**Required work:**
Set down every entry exactly as it stands, omitting any picture.

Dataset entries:

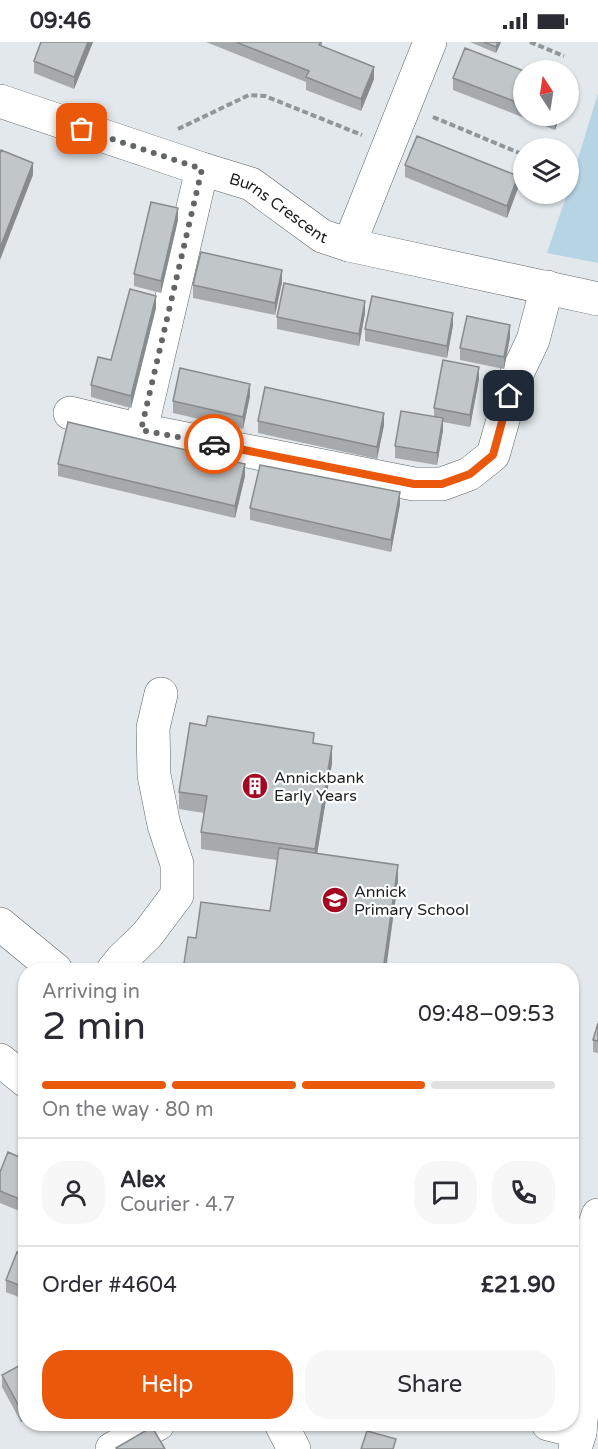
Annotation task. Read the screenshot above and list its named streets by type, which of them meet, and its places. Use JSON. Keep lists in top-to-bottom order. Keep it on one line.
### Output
{"streets":{"street":["Burns Crescent"]},"places":{"building":["Annickbank Early Years"],"school or university":["Annick Primary School"]},"north":"top","page":{"status":"09:46","heading":["2 min","Arriving in","09:48–09:53"],"panel":["Alex","Courier · 4.7","Order #4604","£21.90"],"bar":"On the way · 80 m","buttons":["Help","Share"]}}
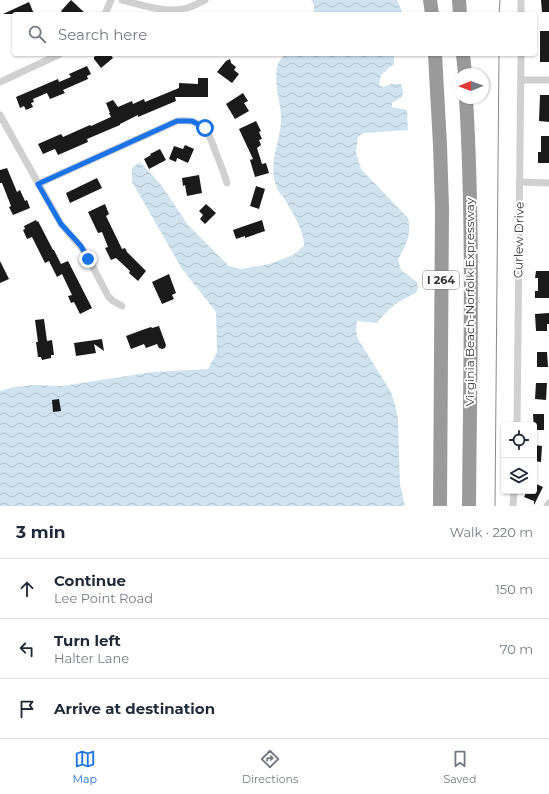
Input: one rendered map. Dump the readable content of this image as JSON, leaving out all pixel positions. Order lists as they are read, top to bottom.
{
  "streets": {
    "highway": ["I 264", "Virginia Beach-Norfolk Expressway"],
    "street": ["Curlew Drive"]
  },
  "north": "left",
  "page": {
    "search": "Search here",
    "heading": ["3 min", "Walk · 220 m"],
    "list": [
      ["Continue", "Lee Point Road", "150 m"],
      ["Turn left", "Halter Lane", "70 m"],
      "Arrive at destination"
    ],
    "nav": ["Map", "Directions", "Saved"]
  }
}
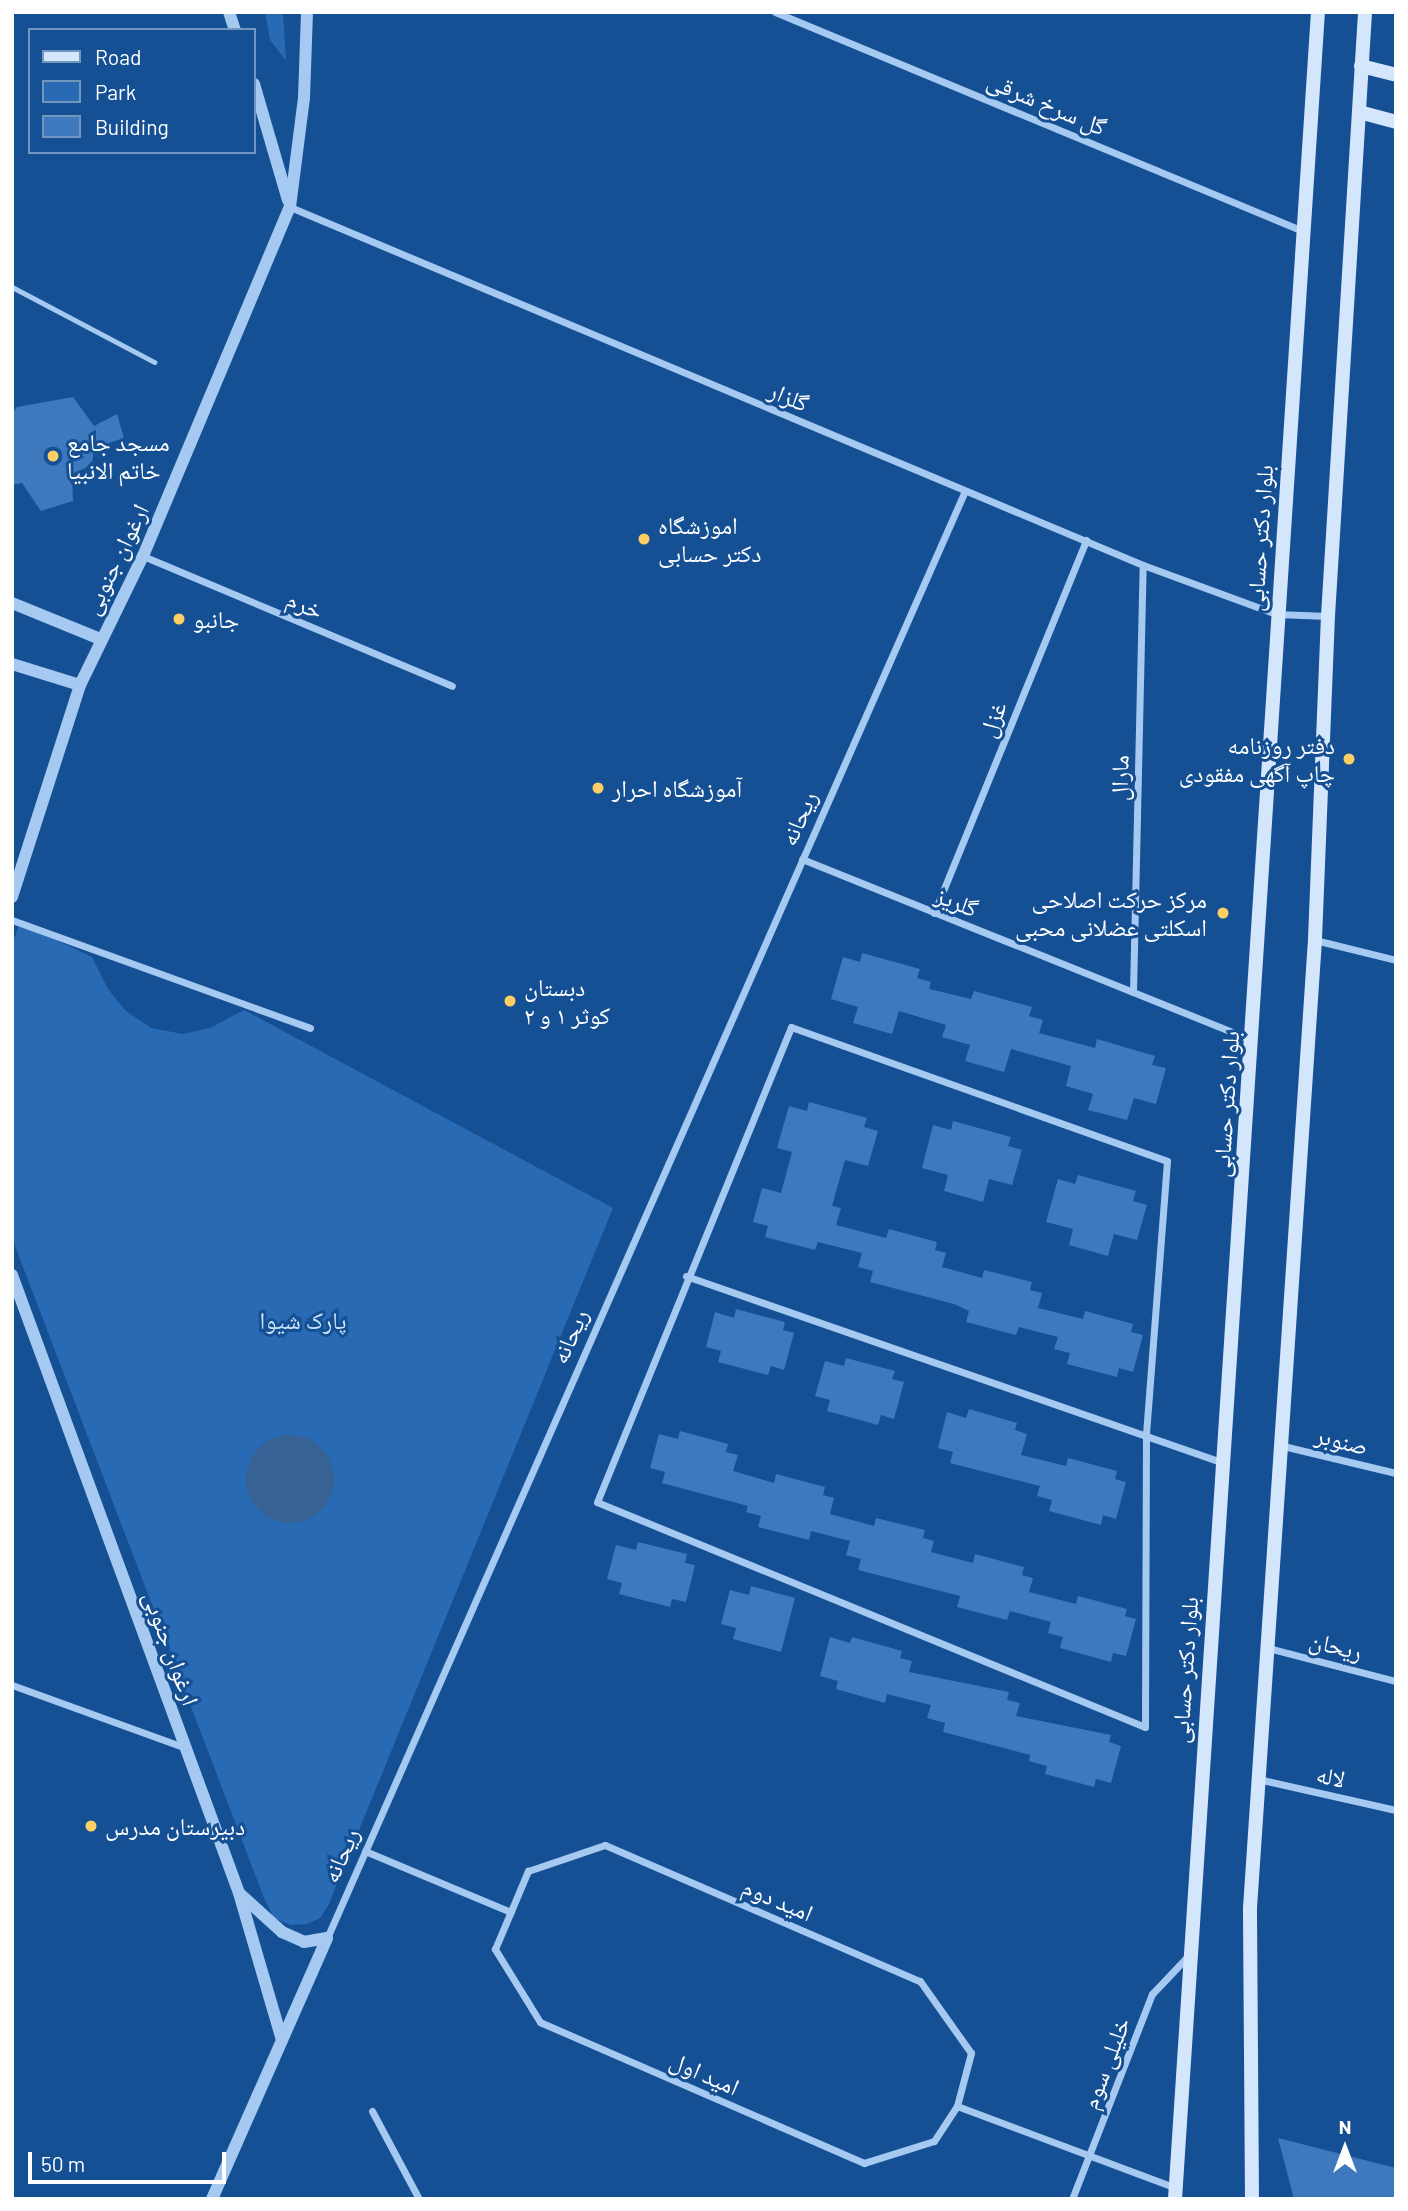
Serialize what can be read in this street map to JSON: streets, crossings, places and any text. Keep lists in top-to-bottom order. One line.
{"streets":{"main road":["بلوار دکتر حسابی"],"street":["گل سرخ شرقی","گلزار","ارغوان جنوبی","خرم","غزل","مارال","ریحانه","گلریز","صنوبر","ریحان","لاله","امید دوم","خلیلی سوم","امید اول"]},"crossings":[["گل سرخ شرقی","بلوار دکتر حسابی"],["گلزار","بلوار دکتر حسابی"],["گلزار","ارغوان جنوبی"],["گلزار","غزل"],["گلزار","مارال"],["گلزار","ریحانه"],["بلوار دکتر حسابی","گلریز"],["بلوار دکتر حسابی","خلیلی سوم"],["ارغوان جنوبی","خرم"],["ارغوان جنوبی","ریحانه"],["غزل","گلریز"],["مارال","گلریز"],["ریحانه","گلریز"],["امید دوم","امید اول"]],"parks":["پارک شیوا"],"places":["مسجد جامع خاتم الانبیا","اموزشگاه دکتر حسابی","جانبو","دفتر روزنامه چاپ آگهی مفقودی","آموزشگاه احرار","مرکز حرکت اصلاحی اسکلتی عضلانی محبی","دبستان کوثر ۱ و ۲","دبیرستان مدرس"],"legend":["Road","Park","Building"],"scale_bar":"50 m","north":"top"}
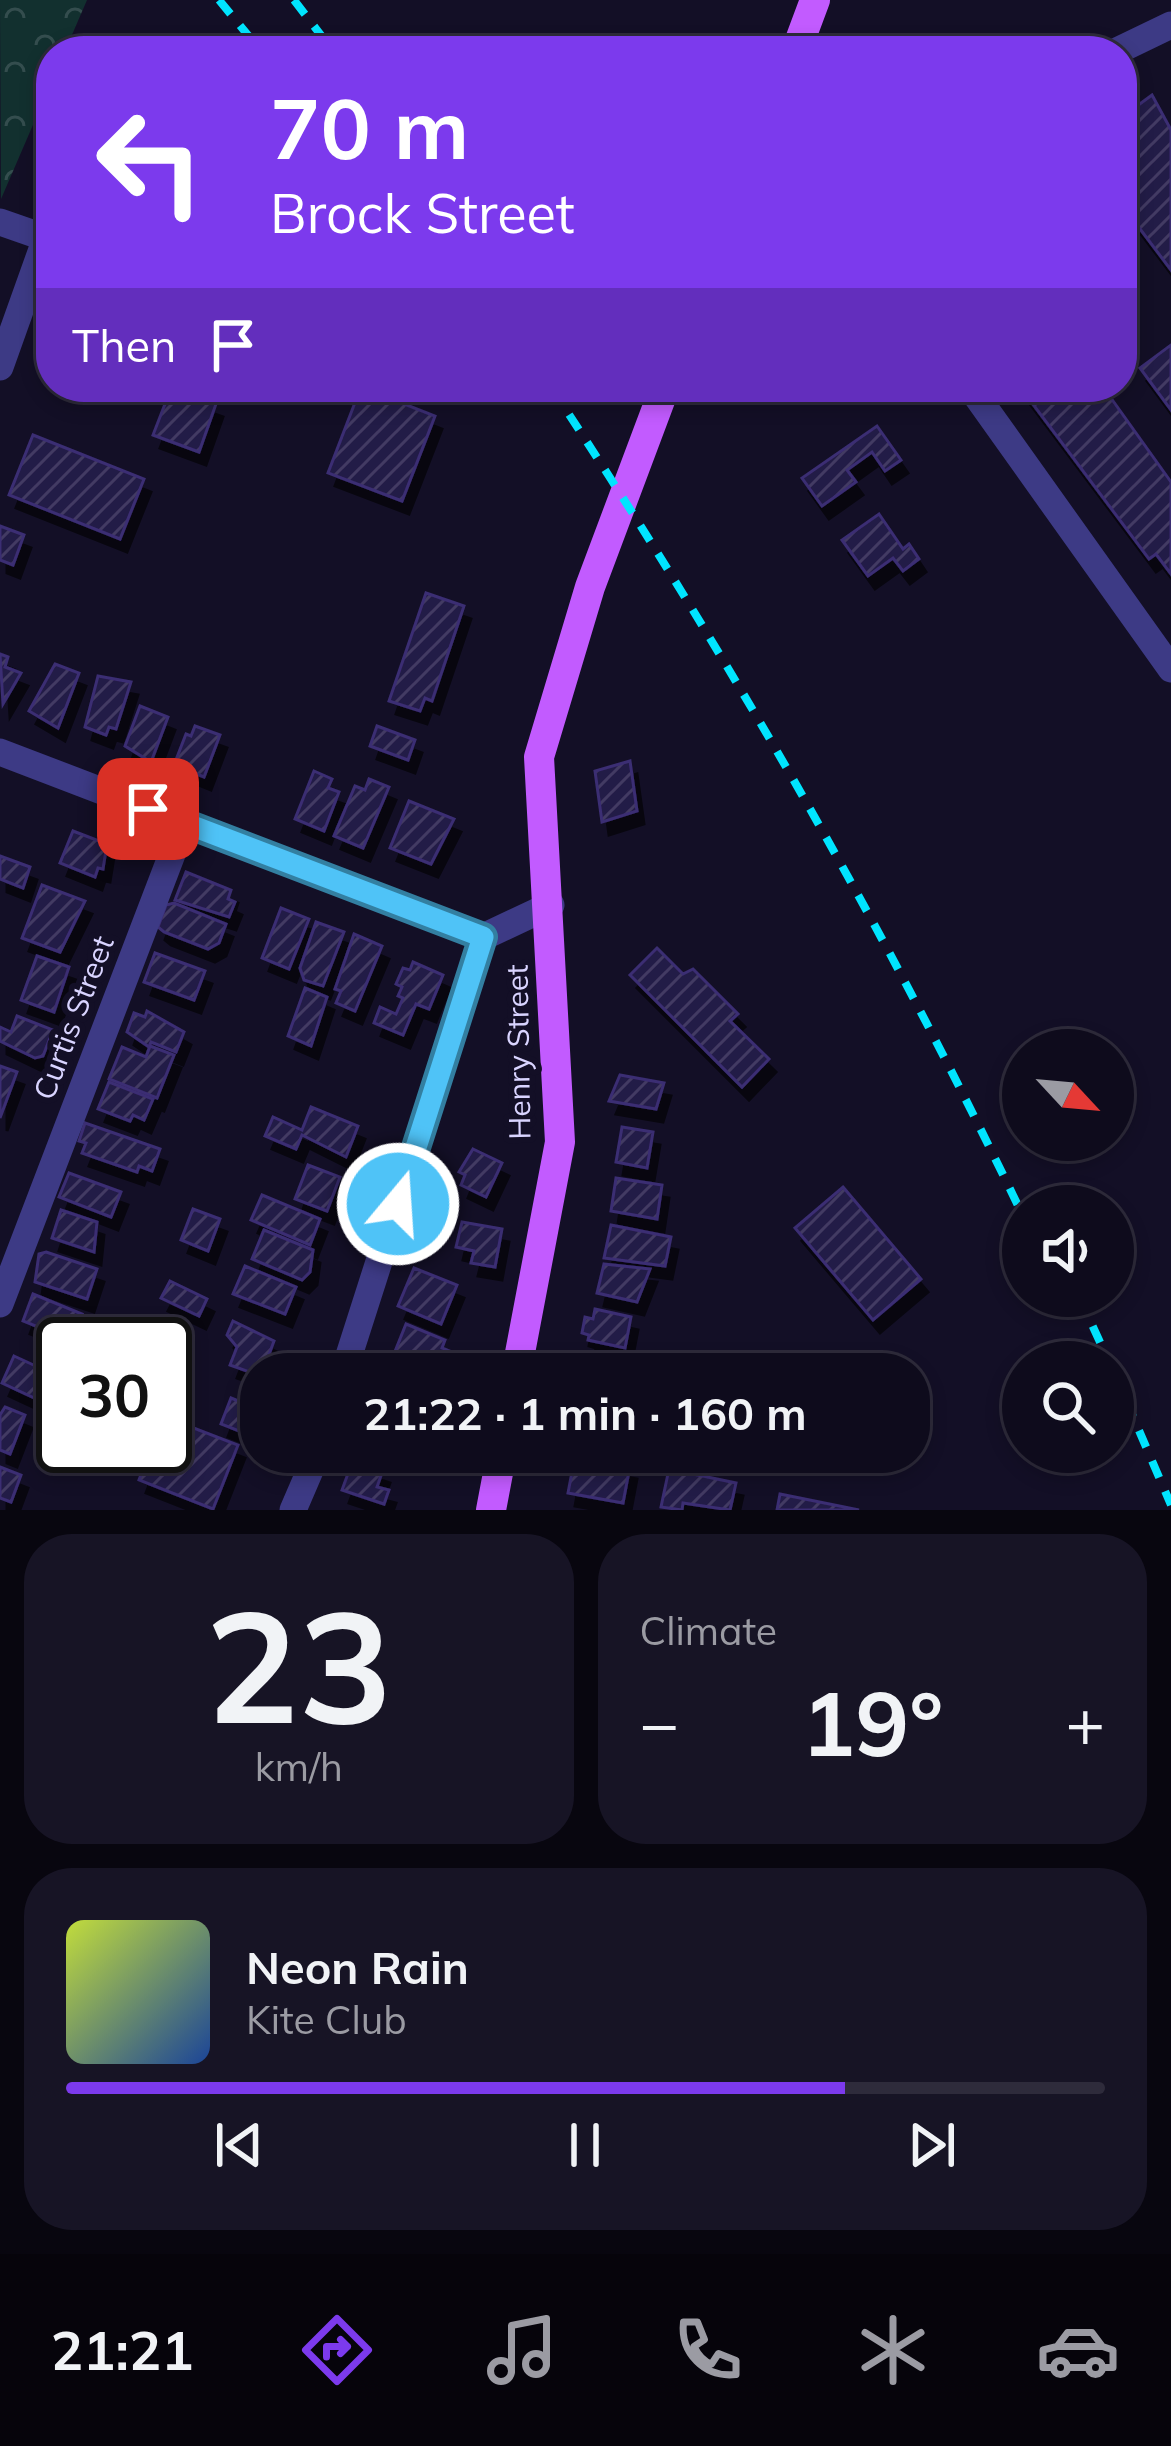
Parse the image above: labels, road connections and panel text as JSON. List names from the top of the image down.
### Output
{
  "streets": {
    "main road": ["Henry Street"],
    "street": ["Curtis Street"]
  },
  "north": "bottom right",
  "page": {
    "turn": ["70 m", "Brock Street"],
    "then": "Then",
    "limit": "30",
    "trip": "21:22 · 1 min · 160 m",
    "tile": [
      ["23", "km/h"],
      "Climate"
    ],
    "heat": ["−", "19°", "+"],
    "song": ["Neon Rain", "Kite Club"],
    "tabs": "21:21"
  }
}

**Answer space:**
Annotation task. Read the screenshot above and list its named streets by type, which of them meet, and its places. Use JSON. Keep lists in top-to-bottom order. Keep it on one line.
### Output
{"streets":{"street":["Burns Crescent"]},"places":{"building":["Annickbank Early Years"],"school or university":["Annick Primary School"]},"north":"top","page":{"status":"09:46","heading":["2 min","Arriving in","09:48–09:53"],"panel":["Alex","Courier · 4.7","Order #4604","£21.90"],"bar":"On the way · 80 m","buttons":["Help","Share"]}}
Input: one rendered map. Dump the readable content of this image as JSON, leaving out all pixel positions. Order lists as they are read, top to bottom.
{
  "streets": {
    "highway": ["I 264", "Virginia Beach-Norfolk Expressway"],
    "street": ["Curlew Drive"]
  },
  "north": "left",
  "page": {
    "search": "Search here",
    "heading": ["3 min", "Walk · 220 m"],
    "list": [
      ["Continue", "Lee Point Road", "150 m"],
      ["Turn left", "Halter Lane", "70 m"],
      "Arrive at destination"
    ],
    "nav": ["Map", "Directions", "Saved"]
  }
}
Serialize what can be read in this street map to JSON: streets, crossings, places and any text. Keep lists in top-to-bottom order. One line.
{"streets":{"main road":["بلوار دکتر حسابی"],"street":["گل سرخ شرقی","گلزار","ارغوان جنوبی","خرم","غزل","مارال","ریحانه","گلریز","صنوبر","ریحان","لاله","امید دوم","خلیلی سوم","امید اول"]},"crossings":[["گل سرخ شرقی","بلوار دکتر حسابی"],["گلزار","بلوار دکتر حسابی"],["گلزار","ارغوان جنوبی"],["گلزار","غزل"],["گلزار","مارال"],["گلزار","ریحانه"],["بلوار دکتر حسابی","گلریز"],["بلوار دکتر حسابی","خلیلی سوم"],["ارغوان جنوبی","خرم"],["ارغوان جنوبی","ریحانه"],["غزل","گلریز"],["مارال","گلریز"],["ریحانه","گلریز"],["امید دوم","امید اول"]],"parks":["پارک شیوا"],"places":["مسجد جامع خاتم الانبیا","اموزشگاه دکتر حسابی","جانبو","دفتر روزنامه چاپ آگهی مفقودی","آموزشگاه احرار","مرکز حرکت اصلاحی اسکلتی عضلانی محبی","دبستان کوثر ۱ و ۲","دبیرستان مدرس"],"legend":["Road","Park","Building"],"scale_bar":"50 m","north":"top"}
Parse the image above: labels, road connections and panel text as JSON. List names from the top of the image down.
### Output
{
  "streets": {
    "main road": ["Henry Street"],
    "street": ["Curtis Street"]
  },
  "north": "bottom right",
  "page": {
    "turn": ["70 m", "Brock Street"],
    "then": "Then",
    "limit": "30",
    "trip": "21:22 · 1 min · 160 m",
    "tile": [
      ["23", "km/h"],
      "Climate"
    ],
    "heat": ["−", "19°", "+"],
    "song": ["Neon Rain", "Kite Club"],
    "tabs": "21:21"
  }
}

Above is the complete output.